Es oportuno recordar estas ideas al retomar la actividad ordinaria una vez que para la mayoría ha terminado el tiempo de descanso, en el que el ritmo y la intensidad de la labor pastoral han ralentizado un tanto, de manera que podamos recuperar cuanto antes la “velocidad de crucero”. Es el momento de meditar, de reflexionar, de cambiar impresiones, de planificar con ambición el nuevo curso poniendo en marcha iniciativas nuevas o retomando y remozando las que cuentan ya con una tradición más larga.

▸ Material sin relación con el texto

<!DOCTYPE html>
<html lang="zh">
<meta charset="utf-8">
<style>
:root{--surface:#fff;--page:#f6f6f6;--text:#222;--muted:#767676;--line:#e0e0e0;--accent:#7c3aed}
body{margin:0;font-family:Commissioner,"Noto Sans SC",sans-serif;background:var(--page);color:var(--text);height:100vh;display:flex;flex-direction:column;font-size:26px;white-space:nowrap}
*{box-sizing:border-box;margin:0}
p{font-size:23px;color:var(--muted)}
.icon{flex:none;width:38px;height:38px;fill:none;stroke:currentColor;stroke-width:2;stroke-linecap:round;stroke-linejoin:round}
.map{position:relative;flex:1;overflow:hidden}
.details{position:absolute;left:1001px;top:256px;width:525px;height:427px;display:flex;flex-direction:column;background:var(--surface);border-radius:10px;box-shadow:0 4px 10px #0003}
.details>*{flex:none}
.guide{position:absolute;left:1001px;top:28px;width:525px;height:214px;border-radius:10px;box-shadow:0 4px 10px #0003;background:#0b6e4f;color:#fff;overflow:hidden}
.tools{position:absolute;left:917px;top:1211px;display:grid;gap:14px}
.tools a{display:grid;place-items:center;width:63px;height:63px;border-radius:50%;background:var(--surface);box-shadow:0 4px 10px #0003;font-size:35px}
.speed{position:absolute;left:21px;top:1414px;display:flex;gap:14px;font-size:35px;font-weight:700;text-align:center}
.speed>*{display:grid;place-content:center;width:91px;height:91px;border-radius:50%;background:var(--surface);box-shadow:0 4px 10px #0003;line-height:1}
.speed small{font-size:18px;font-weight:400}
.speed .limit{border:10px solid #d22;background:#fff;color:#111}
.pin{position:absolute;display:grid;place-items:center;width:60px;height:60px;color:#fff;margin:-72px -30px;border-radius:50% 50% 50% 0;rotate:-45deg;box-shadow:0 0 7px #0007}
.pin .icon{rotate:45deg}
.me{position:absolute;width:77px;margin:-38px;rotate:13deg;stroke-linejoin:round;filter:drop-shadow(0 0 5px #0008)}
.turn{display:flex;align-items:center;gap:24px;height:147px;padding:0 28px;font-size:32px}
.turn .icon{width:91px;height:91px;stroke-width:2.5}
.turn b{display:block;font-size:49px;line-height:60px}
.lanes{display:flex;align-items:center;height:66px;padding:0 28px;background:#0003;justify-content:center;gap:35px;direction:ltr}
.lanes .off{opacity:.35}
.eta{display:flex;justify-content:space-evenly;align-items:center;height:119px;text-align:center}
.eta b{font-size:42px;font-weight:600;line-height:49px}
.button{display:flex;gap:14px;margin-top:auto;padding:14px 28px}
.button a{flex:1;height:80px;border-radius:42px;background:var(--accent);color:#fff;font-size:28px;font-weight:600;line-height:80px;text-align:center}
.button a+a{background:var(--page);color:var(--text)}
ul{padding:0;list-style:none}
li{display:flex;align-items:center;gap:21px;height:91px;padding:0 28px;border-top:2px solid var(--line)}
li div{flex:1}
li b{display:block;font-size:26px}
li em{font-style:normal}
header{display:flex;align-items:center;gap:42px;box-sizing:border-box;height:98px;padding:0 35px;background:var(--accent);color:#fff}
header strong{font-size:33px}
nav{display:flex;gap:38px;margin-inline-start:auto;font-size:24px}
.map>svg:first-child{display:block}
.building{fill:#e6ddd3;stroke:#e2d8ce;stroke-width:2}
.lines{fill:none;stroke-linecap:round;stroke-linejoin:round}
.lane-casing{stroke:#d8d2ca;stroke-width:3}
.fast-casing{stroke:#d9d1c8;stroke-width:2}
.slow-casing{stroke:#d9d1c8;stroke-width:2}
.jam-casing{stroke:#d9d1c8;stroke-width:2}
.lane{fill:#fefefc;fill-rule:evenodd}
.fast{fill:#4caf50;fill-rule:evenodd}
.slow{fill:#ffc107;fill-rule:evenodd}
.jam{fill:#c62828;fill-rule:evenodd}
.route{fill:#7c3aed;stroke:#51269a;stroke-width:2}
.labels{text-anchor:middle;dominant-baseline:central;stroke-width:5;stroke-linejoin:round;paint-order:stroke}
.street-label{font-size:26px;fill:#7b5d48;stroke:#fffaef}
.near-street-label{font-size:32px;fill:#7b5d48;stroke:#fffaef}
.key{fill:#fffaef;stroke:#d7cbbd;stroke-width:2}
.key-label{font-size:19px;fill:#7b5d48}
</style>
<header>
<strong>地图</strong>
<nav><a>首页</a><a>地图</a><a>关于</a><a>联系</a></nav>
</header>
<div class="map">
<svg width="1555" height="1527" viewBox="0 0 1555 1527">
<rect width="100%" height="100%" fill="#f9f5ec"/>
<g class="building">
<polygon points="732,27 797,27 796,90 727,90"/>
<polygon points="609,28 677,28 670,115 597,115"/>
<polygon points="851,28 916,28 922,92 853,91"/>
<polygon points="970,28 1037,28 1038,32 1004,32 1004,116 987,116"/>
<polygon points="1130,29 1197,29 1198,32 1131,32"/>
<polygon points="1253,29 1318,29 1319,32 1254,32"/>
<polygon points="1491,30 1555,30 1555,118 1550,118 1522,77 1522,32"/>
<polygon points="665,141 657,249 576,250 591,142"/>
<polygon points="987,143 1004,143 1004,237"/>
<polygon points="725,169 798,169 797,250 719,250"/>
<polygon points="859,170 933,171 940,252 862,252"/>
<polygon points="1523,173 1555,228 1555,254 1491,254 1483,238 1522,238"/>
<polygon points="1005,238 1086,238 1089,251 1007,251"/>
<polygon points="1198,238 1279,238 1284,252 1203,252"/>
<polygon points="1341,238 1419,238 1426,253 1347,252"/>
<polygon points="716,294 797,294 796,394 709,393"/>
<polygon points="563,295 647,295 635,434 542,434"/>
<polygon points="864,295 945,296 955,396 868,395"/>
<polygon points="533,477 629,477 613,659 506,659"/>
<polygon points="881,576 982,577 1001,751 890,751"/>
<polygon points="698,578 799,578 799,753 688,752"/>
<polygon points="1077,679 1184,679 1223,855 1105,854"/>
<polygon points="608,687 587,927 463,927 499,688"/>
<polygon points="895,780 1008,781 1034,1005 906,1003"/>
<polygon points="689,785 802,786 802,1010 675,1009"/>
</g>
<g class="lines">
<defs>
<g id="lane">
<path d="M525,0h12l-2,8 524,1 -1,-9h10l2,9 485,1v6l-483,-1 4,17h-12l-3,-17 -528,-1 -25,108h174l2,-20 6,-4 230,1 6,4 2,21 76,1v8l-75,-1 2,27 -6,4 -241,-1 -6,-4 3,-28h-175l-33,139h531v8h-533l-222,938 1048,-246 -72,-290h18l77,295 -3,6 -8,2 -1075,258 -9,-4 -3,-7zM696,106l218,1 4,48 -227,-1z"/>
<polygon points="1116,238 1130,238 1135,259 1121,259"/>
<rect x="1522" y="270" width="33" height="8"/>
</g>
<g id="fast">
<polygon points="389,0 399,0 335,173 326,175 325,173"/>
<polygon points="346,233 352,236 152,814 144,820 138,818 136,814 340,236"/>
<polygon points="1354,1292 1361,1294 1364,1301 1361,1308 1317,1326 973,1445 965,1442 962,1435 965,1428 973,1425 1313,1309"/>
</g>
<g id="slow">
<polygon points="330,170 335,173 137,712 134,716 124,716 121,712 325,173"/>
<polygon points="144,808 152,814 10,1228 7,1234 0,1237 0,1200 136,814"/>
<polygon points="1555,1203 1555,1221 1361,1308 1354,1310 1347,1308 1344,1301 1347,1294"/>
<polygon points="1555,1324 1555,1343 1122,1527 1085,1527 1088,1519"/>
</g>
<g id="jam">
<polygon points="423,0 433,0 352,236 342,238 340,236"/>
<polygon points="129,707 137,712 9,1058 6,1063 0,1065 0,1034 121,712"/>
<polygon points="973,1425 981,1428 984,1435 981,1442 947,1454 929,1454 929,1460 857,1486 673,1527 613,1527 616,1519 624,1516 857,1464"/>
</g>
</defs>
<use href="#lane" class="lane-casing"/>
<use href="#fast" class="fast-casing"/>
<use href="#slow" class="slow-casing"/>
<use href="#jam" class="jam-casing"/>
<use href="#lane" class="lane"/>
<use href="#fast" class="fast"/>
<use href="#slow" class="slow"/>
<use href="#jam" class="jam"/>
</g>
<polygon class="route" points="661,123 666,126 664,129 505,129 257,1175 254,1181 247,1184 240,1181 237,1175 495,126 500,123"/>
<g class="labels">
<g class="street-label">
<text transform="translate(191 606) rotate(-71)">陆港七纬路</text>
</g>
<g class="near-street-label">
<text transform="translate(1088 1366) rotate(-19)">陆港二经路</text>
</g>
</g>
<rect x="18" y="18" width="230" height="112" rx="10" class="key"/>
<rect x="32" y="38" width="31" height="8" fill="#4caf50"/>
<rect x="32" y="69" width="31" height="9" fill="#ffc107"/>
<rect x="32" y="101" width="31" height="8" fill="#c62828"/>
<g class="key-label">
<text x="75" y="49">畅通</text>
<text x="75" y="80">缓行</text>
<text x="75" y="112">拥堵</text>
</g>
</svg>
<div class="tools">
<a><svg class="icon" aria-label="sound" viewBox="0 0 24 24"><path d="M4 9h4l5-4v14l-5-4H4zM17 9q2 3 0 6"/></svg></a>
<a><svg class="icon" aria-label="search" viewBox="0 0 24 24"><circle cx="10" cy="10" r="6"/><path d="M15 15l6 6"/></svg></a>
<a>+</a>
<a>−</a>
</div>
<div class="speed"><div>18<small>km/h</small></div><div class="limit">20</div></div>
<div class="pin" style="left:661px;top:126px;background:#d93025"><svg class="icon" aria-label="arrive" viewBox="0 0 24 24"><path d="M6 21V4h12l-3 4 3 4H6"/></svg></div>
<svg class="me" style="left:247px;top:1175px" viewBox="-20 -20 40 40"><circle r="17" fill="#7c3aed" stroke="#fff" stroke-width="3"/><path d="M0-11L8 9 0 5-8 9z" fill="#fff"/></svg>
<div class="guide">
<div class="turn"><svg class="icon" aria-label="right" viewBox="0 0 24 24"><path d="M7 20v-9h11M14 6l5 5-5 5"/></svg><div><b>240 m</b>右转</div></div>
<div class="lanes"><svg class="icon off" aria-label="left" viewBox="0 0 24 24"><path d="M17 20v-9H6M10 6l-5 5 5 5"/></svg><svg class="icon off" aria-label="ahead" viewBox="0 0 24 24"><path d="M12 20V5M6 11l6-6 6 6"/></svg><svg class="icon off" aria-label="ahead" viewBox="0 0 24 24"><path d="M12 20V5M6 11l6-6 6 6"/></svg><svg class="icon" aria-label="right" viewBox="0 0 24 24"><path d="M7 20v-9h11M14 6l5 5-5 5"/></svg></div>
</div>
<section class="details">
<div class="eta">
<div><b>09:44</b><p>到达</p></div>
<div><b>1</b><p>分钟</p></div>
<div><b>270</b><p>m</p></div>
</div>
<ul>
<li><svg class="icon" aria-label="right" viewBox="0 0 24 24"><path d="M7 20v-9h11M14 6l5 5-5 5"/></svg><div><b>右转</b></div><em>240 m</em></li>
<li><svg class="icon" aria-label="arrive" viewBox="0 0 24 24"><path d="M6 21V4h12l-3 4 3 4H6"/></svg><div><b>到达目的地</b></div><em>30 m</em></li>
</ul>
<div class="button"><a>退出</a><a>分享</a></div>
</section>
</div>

Aunque tendremos seguramente ocasión de volver sobre este asunto, quisiera sugeriros algunas líneas maestras, de probada solvencia en la vida pastoral de muchas comunidades cristianas. Ni son las únicas ni quizás las principales. Pero algunas lecturas de este verano y la reflexión sobre las mismas me han sugerido invitaros a considerarlas y tenerlas en cuenta, en conexión estrecha con nuestro plan pastoral y los temas del Sínodo que está teniendo lugar en toda la Iglesia. Estas líneas de acción, cuyo orden de enumeración no reviste particular significado, son: el empeño de cada parroquia, comunidad, grupo o movimiento por seguir formando hombres y mujeres con capacidad de liderazgo y hondo sentido de Iglesia; su formación espiritual y doctrinal como discípulos; que asumen como propio y en primera persona la misión de llevar el Evangelio –es decir, a Jesucristo- a los demás, y hacen, en fin, de una muy cuidada Eucaristía dominical el verdadero centro de su vida personal y parroquial, de donde nace la vibración apostólica y el cuidado de los hermanos más débiles.

Pienso que vale la pena dedicar un pensamiento a estas líneas de acción.